Without written or public explanation, the court announced it would not hear any of the seven petitions concerning same-sex marriage bans in five states.
The decision means same-sex marriage bans in Virginia, Indiana, Wisconsin, Utah and Oklahoma are specifically struck down. The decision also means the reasoning by the lower appellate courts that struck down the specific state bans apply to all of the states in the individual appellate circuits.
“I would call this a huge step forward, but the job is still not done,” Evan Wolfson, president of Freedom to Marry, said in an interview Monday.
Mary Bonauto, an attorney with Gay & Lesbian Advocates & Defenders, added that the move was “fantastic news” and a “powerful signal to the many other courts considering the issue that there is no reason to delay and perpetuate the harms to same-sex couples around the nation.
The other states covered by appellate courts that have struck down same-sex marriage bans, and whose reasoning now applies throughout the specific appellate region, are:
Colorado, Kansas, New Mexico, Wyoming, Maryland, North Carolina, South Carolina, West Virginia and Illinois.
The justices initially had the cases listed for consideration at their private Sept. 29 conference. One potential impediment to the cases being heard is that, at present, there is no split among appellate courts that have ruled on same-sex marriage. A decision is still pending from the U.S. Court of Appeals for the Sixth Circuit.
The same-sex marriage cases mark the definitive follow-up to the court’s decision last year striking down key provision in the federal Defense of Marriage Act.
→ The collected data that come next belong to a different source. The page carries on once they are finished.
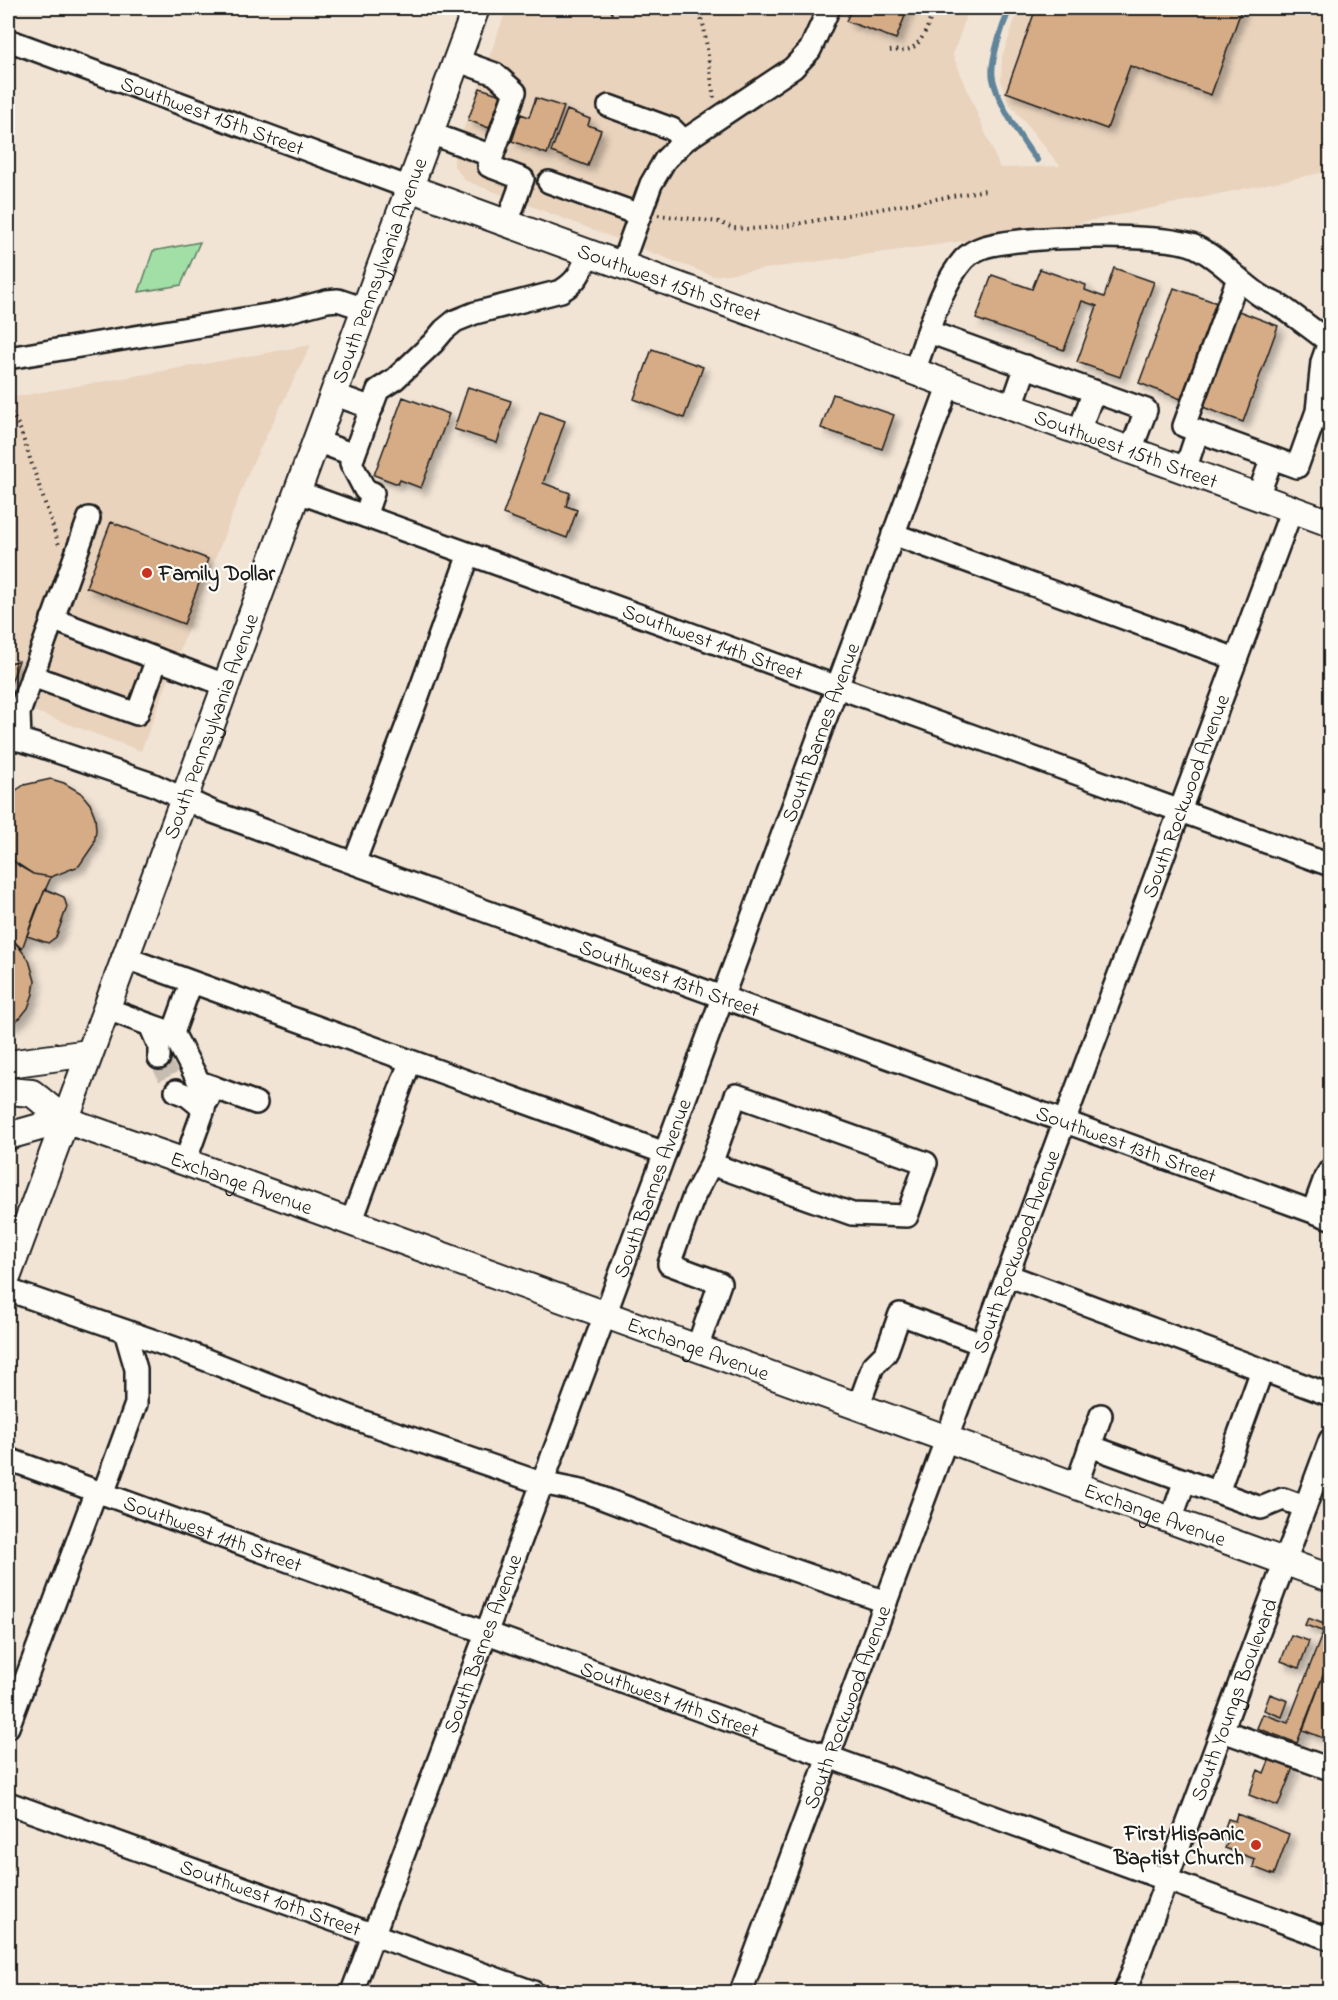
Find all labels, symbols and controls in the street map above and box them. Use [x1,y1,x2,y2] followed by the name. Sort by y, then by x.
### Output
[116,70,308,165] street label: Southwest 15th Street
[326,153,437,388] street label: South Pennsylvania Avenue
[573,237,765,332] street label: Southwest 15th Street
[1029,403,1221,498] street label: Southwest 15th Street
[158,560,276,592] place label: Family Dollar
[140,566,154,580] marker: Family Dollar
[618,597,807,690] street label: Southwest 14th Street
[157,609,268,844] street label: South Pennsylvania Avenue
[775,638,869,827] street label: South Barnes Avenue
[1136,690,1239,903] street label: South Rockwood Avenue
[574,933,763,1026] street label: Southwest 13th Street
[607,1094,701,1283] street label: South Barnes Avenue
[1031,1099,1220,1192] street label: Southwest 13th Street
[166,1145,317,1224] street label: Exchange Avenue
[967,1146,1070,1358] street label: South Rockwood Avenue
[622,1311,774,1390] street label: Exchange Avenue
[1079,1477,1230,1556] street label: Exchange Avenue
[119,1489,306,1582] street label: Southwest 11th Street
[437,1550,531,1738] street label: South Barnes Avenue
[1184,1594,1287,1806] street label: South Youngs Boulevard
[797,1601,900,1814] street label: South Rockwood Avenue
[575,1655,763,1747] street label: Southwest 11th Street
[1113,1820,1245,1874] place label: First Hispanic Baptist Church
[1249,1838,1263,1852] marker: First Hispanic Baptist Church
[175,1853,365,1946] street label: Southwest 10th Street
In striking down the 1995 law’s ban on same-sex couples obtaining myriad federal benefits, the court’s 5-4 majority laid the foundation for attacking state-imposed marriage limitations.
“This places same-sex couples in an unstable position of being in a second-tier marriage,” Justice Anthony Kennedy wrote of the federal benefit restrictions. “The differentiation demeans the couple, whose moral and sexual choices the Constitution protects.”
At the same time, Kennedy has since suggested judicial caution might be in order.
“A democracy should not be dependent for its major decisions on what nine unelected people from a narrow legal background have to say,” Kennedy said earlier this year.
Since the court’s June 26, 2013 decision in the Defense of Marriage Act case, same-sex couple advocated have wracked up 40 lower-court victories, and only lost twice, according to a tally by the group Freedom to Marry.
Nineteen states and the District of Columbia currently permit same-sex marriages.
Correction: An earlier version of this story reported the Defense of Marriage Act decision was June 30, 2013.